2 Neither the body of Christ nor His blood is affected by these accidents, because without changing Him this could not be; nor has He the capacity for such accidents. Much the same can he said of the substance of the air. Hence, one concludes that they are without a subject. Nevertheless, they are without a subject in the manner mentioned: namely, that only the quantity tending to measure subsists without a subject, and this supplies a subject to the other accidents.

3 Neither is it impossible that by the divine power an accident can subsist without a subject. For one ought to make the same judgment about the creation of things and about their conservation in being. The divine power, of course, can produce the effects of any second causes whatever without the second causes themselves; so it was able to form a man without seed, and to cure a fever without the operation of nature.

And this happens by reason of the infinity of His power, and because He grants to all second causes their power to act. Wherefore, also, He can conserve the effects of second causes in being without the second causes. And in this way in this sacrament He conserves an accident in being, even after the removal of the substance which was conserving it.

And this, indeed, can especially be said of the quantities tending to measure; these even the Platonists held to subsist of themselves, for this reason: They are separated in the understanding. But it is clear that God can do more in operation than the intellect can in apprehension.

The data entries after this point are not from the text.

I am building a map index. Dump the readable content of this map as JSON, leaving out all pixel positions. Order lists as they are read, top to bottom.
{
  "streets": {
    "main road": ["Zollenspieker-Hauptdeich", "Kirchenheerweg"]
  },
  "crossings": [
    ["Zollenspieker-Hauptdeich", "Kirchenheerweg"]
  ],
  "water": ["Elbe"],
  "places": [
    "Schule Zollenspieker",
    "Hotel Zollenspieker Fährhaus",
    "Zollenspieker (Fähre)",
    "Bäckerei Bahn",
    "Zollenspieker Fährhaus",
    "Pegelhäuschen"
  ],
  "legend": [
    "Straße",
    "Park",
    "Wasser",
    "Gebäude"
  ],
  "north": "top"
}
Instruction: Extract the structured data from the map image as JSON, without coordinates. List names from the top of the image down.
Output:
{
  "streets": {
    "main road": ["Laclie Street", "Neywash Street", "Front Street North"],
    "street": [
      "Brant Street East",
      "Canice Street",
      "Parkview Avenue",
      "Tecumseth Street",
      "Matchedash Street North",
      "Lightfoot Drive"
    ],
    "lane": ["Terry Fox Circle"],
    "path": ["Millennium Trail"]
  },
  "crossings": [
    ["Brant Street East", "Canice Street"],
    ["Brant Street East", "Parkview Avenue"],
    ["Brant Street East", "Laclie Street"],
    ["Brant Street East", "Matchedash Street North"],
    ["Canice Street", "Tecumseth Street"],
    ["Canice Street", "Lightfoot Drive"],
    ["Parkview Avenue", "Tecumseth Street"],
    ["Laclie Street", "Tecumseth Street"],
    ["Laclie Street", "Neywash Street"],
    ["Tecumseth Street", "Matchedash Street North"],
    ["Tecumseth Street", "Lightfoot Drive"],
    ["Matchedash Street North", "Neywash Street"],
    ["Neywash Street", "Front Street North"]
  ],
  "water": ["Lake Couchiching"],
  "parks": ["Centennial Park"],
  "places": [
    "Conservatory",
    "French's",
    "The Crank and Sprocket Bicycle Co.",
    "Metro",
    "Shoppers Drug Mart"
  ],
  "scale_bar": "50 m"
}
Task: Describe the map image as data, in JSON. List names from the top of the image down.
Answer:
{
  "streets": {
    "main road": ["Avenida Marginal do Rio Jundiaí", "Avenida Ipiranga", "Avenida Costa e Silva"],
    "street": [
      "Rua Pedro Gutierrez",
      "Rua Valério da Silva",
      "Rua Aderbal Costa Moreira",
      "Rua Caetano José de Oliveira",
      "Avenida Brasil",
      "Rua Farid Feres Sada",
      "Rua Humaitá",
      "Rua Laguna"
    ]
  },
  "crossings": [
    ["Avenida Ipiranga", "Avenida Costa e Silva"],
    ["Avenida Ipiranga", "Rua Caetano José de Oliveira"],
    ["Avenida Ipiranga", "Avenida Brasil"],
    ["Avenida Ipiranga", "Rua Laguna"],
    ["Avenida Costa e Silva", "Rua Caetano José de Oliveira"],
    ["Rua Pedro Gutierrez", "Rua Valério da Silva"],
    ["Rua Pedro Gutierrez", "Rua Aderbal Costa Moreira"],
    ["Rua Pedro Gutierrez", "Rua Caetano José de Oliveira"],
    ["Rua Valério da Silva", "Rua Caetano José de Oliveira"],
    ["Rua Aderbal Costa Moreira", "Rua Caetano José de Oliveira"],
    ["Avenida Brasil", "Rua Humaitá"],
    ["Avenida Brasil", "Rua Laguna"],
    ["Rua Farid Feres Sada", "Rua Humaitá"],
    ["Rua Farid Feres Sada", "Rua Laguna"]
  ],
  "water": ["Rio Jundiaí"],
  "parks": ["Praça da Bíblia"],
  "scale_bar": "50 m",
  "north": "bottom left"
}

4 Of course, the quantity tending to measure has among the remaining accidents this property: that it is in itself individuated. And the reason is this: Position, which is “the order of parts in the whole,” is essentially included in this quantity, for quantity is “that which has position.” But wherever a diversity of parts of the same species is understood, individuation is necessarily understood, for things which are of the same species are not multiplied except in the individual; accordingly many whitenesses cannot be apprehended except as they are in different subjects, but many lines can be apprehended, even if they are considered in themselves. For diversity of site which is in the line of itself is sufficient for the plurality of lines.

And because only the quantity tending to measure has in its essentials a possible source of the multiplication of individuals in the same species, the first root of this kind of multiplication seems to be from measurement, because even in the genus of substance the multiplication is made according to the division of matter. And this could not even be understood save by the consideration of matter under measurements, for with the quantity gone all substance is indivisible, as is clear from the Philosopher in Physics I [2].

Notes In case there are any newbies, “the Philosopher” is Aristotle.

5 It is, of course, manifest that in the other genera of accidents, individuals are multiplied in the same species on the part of the subject. And thus one is left to conclude: Since we hold that in this sacrament the measurements subsist of themselves and that the other accidents are founded on these as on a subject, we need not say that accidents of this kind are not individuated; for there persists in the measurements themselves the root of individuation.

3 Comments

  1. Mcdil44

    Waaaay too deep for the everyday Catholic let alone someone not of the Faith. Thanks for trying anyway.

  2. Oldavid

    No, McDill, the fundamental concept is easily comprehended by very ordinary people. A thing IS what God intends it to be and the mere accidents that present to our senses do not alter the substance or essence of God. To think otherwise is to proclaim that God is a subject to capricious human pretensions and ambitions to be our own author of reality.

    Ultimately, to say that the Second Person of the Godhead could not re-present in the appearance of bread and wine is pretty much as to say: “Look here, Mr God, you will conform to my perceptions and expectations and ambitions… got that!” I think it’s what the Synagogue calls Chutspah meaning the cheek to put God in the dock and “inform” Him of what they require from Him.

    I will contend that it’s not “too deep” for anyone at all except that it needs to be translated into a language and perception according to the local idiom. Wise and good bishops and their priests have been doing that exceptionally well for almost 2000 years before their legs were cut off by the ‘Masonically inspired “reforms” of Vatican Council II.

    Good ole Tom was not preaching to the peasants but reasonably justifying the Faith for the teachers to transmit according to local idiom.